1.2 Problem Description & Methodology How can AI be used in conjunction with Parametric Software Effort Estimation

Models in order to obtain more accurate estimates when compared with a

conventional Effort Estimation Model?

This is the research question that this master’s thesis will answer. The objective of the work presented in this thesis is to find a method by which the burden of the software effort estimation process can be eased, through the possibility of automating the estimation by use of an already existing model. An Artificial Intelligence (AI) technology is combined with an estimation model in order to find out whether an AI algorithm can enhance the model and therefore produce more accurate results.

Therefore, the core objectives of this thesis are:

• Review existing literature on parameterised software estimation models and give a critical evaluation in relation to the possibility of integrating artificial intelligence as an aid in order to obtain more realistic results

• Review existing literature on different types of artificial intelligence algorithms and give a critical evaluation in order to identify the best candidate for integration with a parameterised software effort estimation model.

• Design and develop a software prototype that implements the two techniques previously chosen from the literature review.

6

• Using a predefined dataset of project values, run the prototype and extract results to be compared with the actual data from the dataset used, in order to produce a comparative result.

• Evaluate the results obtained and draw conclusions based on those results.

In addition to the above, the following advanced objectives have been set

• Provide a means by which users can input actual results to be fed into the system, so that the system can use this data to ‘learn’ and therefore be able to produce more accurate results

• Enable the users to select different estimation models by which the system can then output the result

• Allow the users to customise different weightings for different parameters within the AI algorithm

In order to reach the defined objectives, the project is split into two phases, a research task which explores existing literature regarding software effort estimation models and AI, and another more practical phase which produces a prototype that combines the two technologies and delivers the results to demonstrate the findings obtained. The research part consists mainly of reviewing and analysing already existing literature and works on the two topics in question. The software application is built using .Net technologies and a Waterfall development methodology. The final conclusions derived from the work done provide an answer to the research question posed at the start of this project.

7

1.3 Thesis Structure This thesis consists of four chapters. The first chapter is a brief introduction which presents the reader with a short background together with the research question and objectives for the thesis. The second and third chapters consist of the literature research and review on existing material. Chapter two contains a review of different software effort estimation methods including expert estimation and different formal estimation models, from which an effort estimation model is then chosen as one of the tools in the thesis practical work. Chapter three reviews different technologies in AI, including artificial neural networks, fuzzy logic and genetic algorithms, which provides the knowledge to choose the second medium through which the final results of this thesis can be achieved. Chapter four provides details on the combination of the software effort estimation model and the AI technology, chosen from chapters 2 and 3, in order to create a software application artefact that can optimise the software effort estimation model chosen. The final chapter summarises the results obtained, presents conclusions upon those results and provides suggestion for further work on the subject together with an evaluation of the project as a whole.

8

2. Software Effort Estimation

Methods

In project management several models and practices exists when the effort involved in a software project needs to be calculated. These methods are subdivided in the following categories [2]:

• Expert estimation

• Formal estimation models

• Estimation methods which make use of a combination of more than one method

Each category presents with a different approach to software effort estimation having its pros and cons.

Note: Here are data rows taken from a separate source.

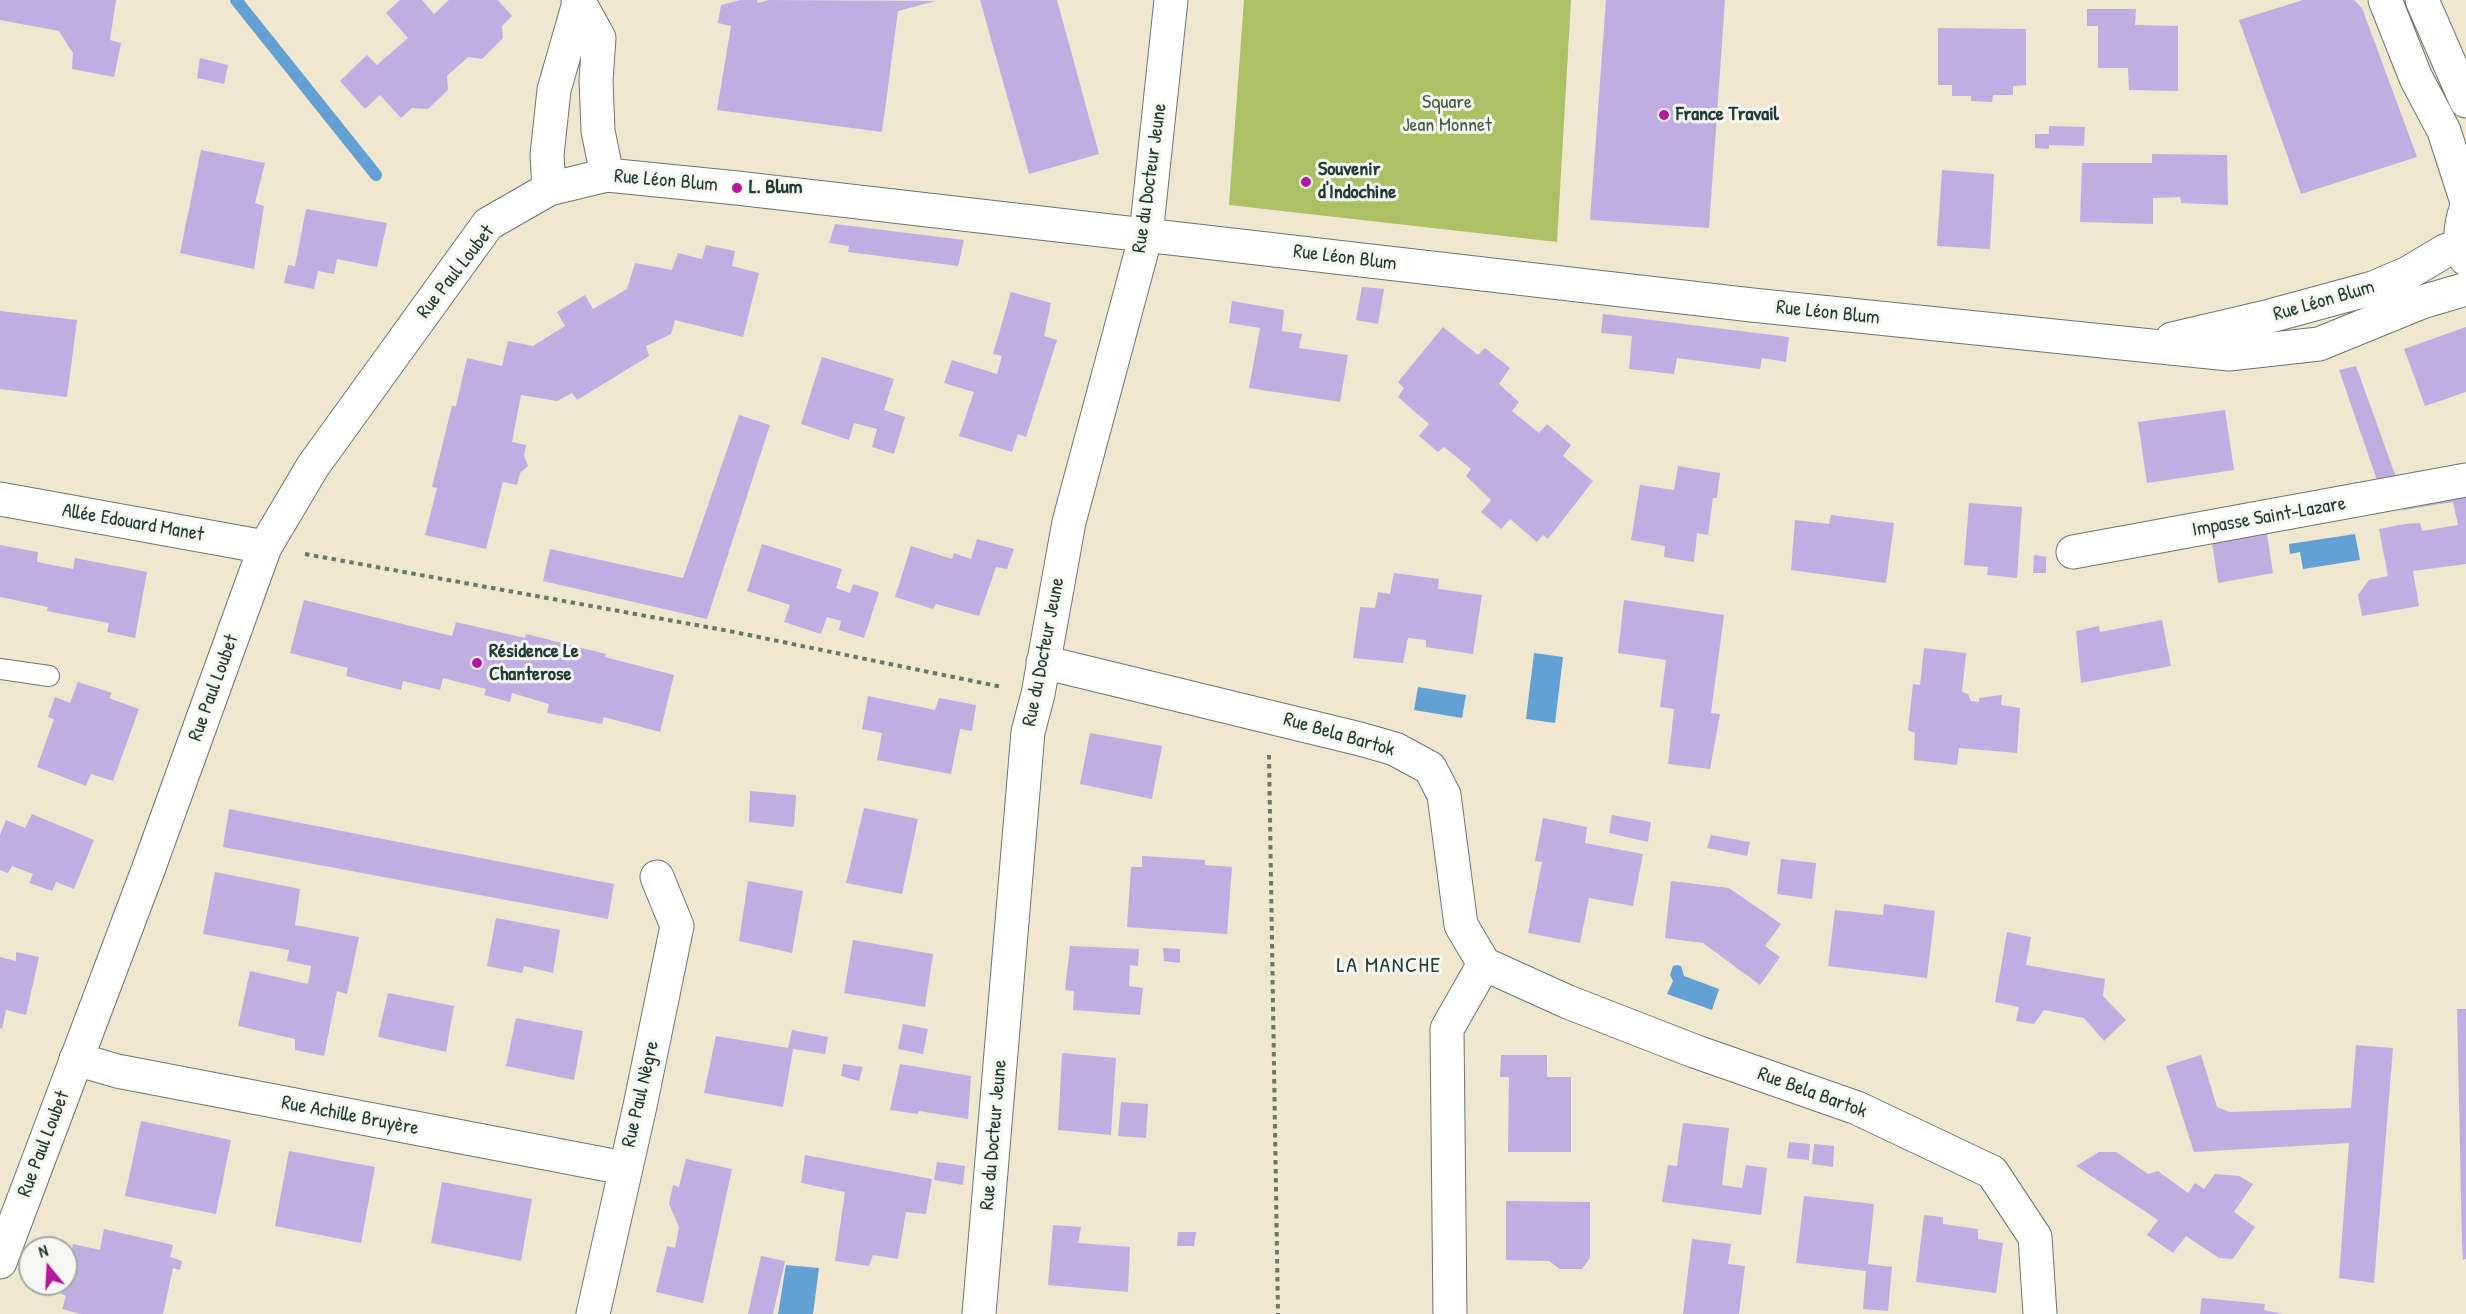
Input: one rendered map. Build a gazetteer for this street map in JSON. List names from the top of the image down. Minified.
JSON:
{"streets":{"street":["Rue du Docteur Jeune","Rue Léon Blum","Rue Paul Loubet","Impasse Saint-Lazare","Allée Edouard Manet","Rue Bela Bartok","Rue Paul Nègre","Rue Achille Bruyère"]},"crossings":[["Rue du Docteur Jeune","Rue Léon Blum"],["Rue du Docteur Jeune","Rue Bela Bartok"],["Rue Léon Blum","Rue Paul Loubet"],["Rue Paul Loubet","Allée Edouard Manet"],["Rue Paul Loubet","Rue Achille Bruyère"],["Rue Paul Nègre","Rue Achille Bruyère"]],"districts":["LA MANCHE"],"parks":["Square Jean Monnet"],"places":["France Travail","Souvenir d'Indochine","L. Blum","Résidence Le Chanterose"],"north":"top"}
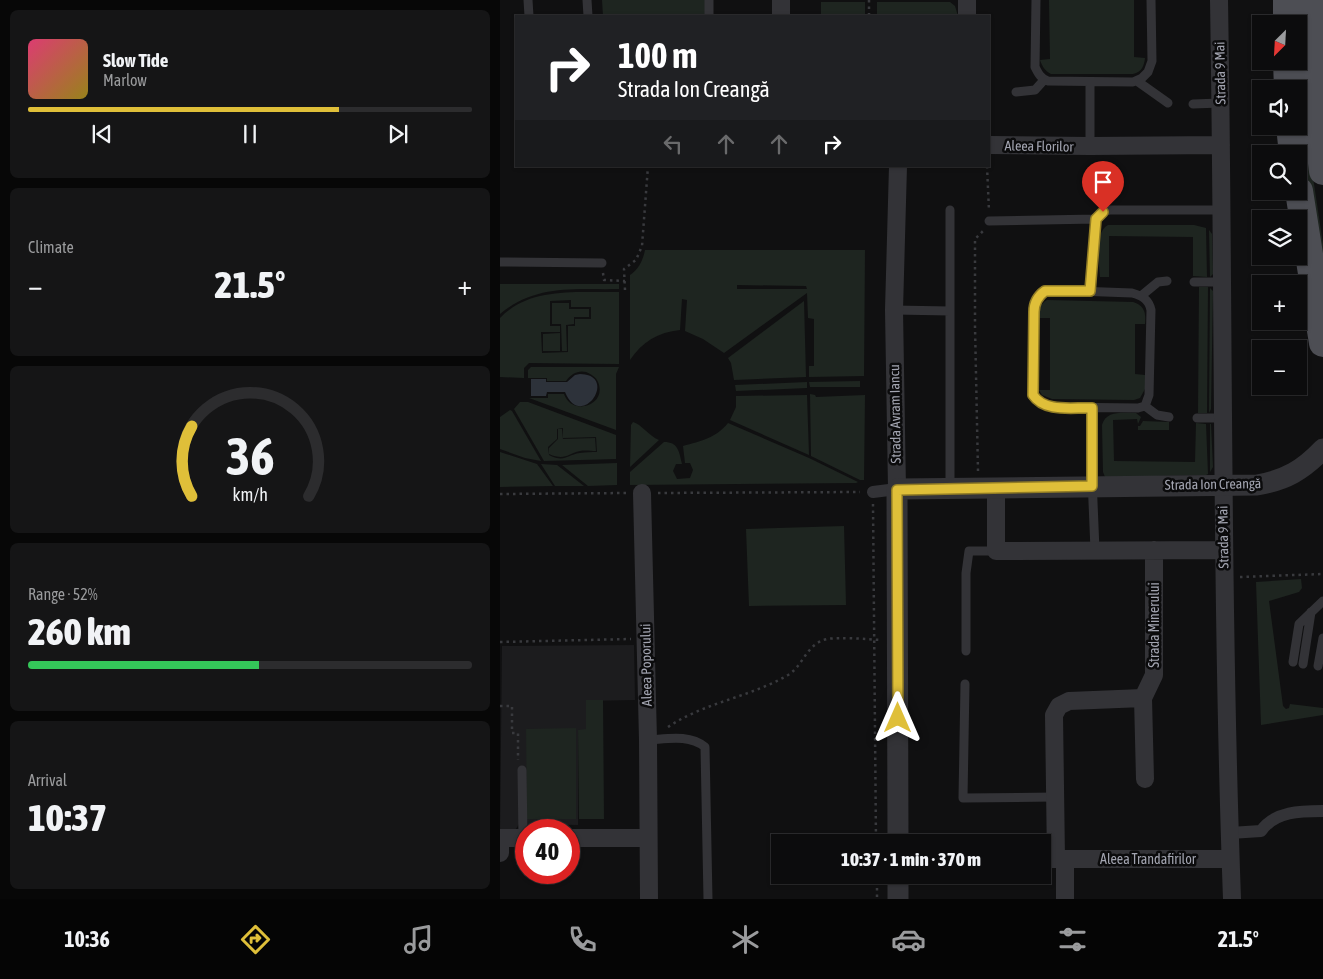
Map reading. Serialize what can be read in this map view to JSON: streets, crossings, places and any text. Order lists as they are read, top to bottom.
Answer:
{
  "streets": {
    "street": [
      "Strada 9 Mai",
      "Aleea Florilor",
      "Strada Avram Iancu",
      "Strada Ion Creangă",
      "Strada Minerului",
      "Aleea Poporului",
      "Aleea Trandafirilor"
    ]
  },
  "crossings": [
    ["Strada 9 Mai", "Strada Ion Creangă"],
    ["Strada 9 Mai", "Aleea Trandafirilor"],
    ["Strada Avram Iancu", "Strada Ion Creangă"]
  ],
  "north": "bottom left",
  "page": {
    "map_buttons": ["+", "−"],
    "turn": ["100 m", "Strada Ion Creangă"],
    "song": ["Slow Tide", "Marlow"],
    "tile": [
      "Climate",
      ["Range · 52%", "260 km"],
      ["Arrival", "10:37"]
    ],
    "heat": ["−", "21.5°", "+"],
    "limit": "40",
    "trip": "10:37 · 1 min · 370 m",
    "tabs": ["10:36", "21.5°"],
    "gauge": ["36", "km/h"]
  }
}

2.1 Expert Estimation Expert estimation is the most commonly used estimation method for calculation of software projects effort [3]. Expert estimation consists of producing an estimate based on personal experience in the field of work. Due to this, the methodology can be either more or less accurate or totally off target, mostly depending on the individual or individuals performing the estimation. In order for a process to be considered as an expert estimation method, it has to be performed by an individual who is considered an expert in the field and most of the process is based on his experience and intuition, some would even say gut feeling. As it can be expected, estimation may vary depending on the estimator, since different individuals will have different levels of expertise and experience in the field of work. However there are a few practices and principles which may support experts in order to avoid human bias on the final estimate. As explained by M. Jørgensen [3] these are:

1. Evaluate estimation accuracy, but avoid high evaluation pressure – Expert estimation places the estimator at the centre of the estimation process, therefore this may result in a high amount of pressure induced over the individual, especially in large projects in which failure could be severely punished. A balance should be reached where the estimator should feel motivated but at the same time he or she should not experience excessive pressure induced by the task.

2. Avoid conflicting estimation goals – most often when trying to estimate the effort involved in a software project, the estimator finds himself trying to balance between trying to issue estimates as low as possible in order to place a desirable offer to the client and establish a cost which will also profit the company. This type of conflict sometimes leads to inaccurate effort estimates.

3. Ask the estimators to justify and criticize their estimates – the exercise of justification and self-criticism of estimates may provide the estimator with a different view on how the software should be developed and therefore improve the estimation process.

9

4. Avoid irrelevant and unreliable estimation – An expert performing an estimate should be trained in filtering out information regarding the system which is irrelevant to the estimation process or which may not be accurate. This is especially crucial when revising software requirements and client expectations.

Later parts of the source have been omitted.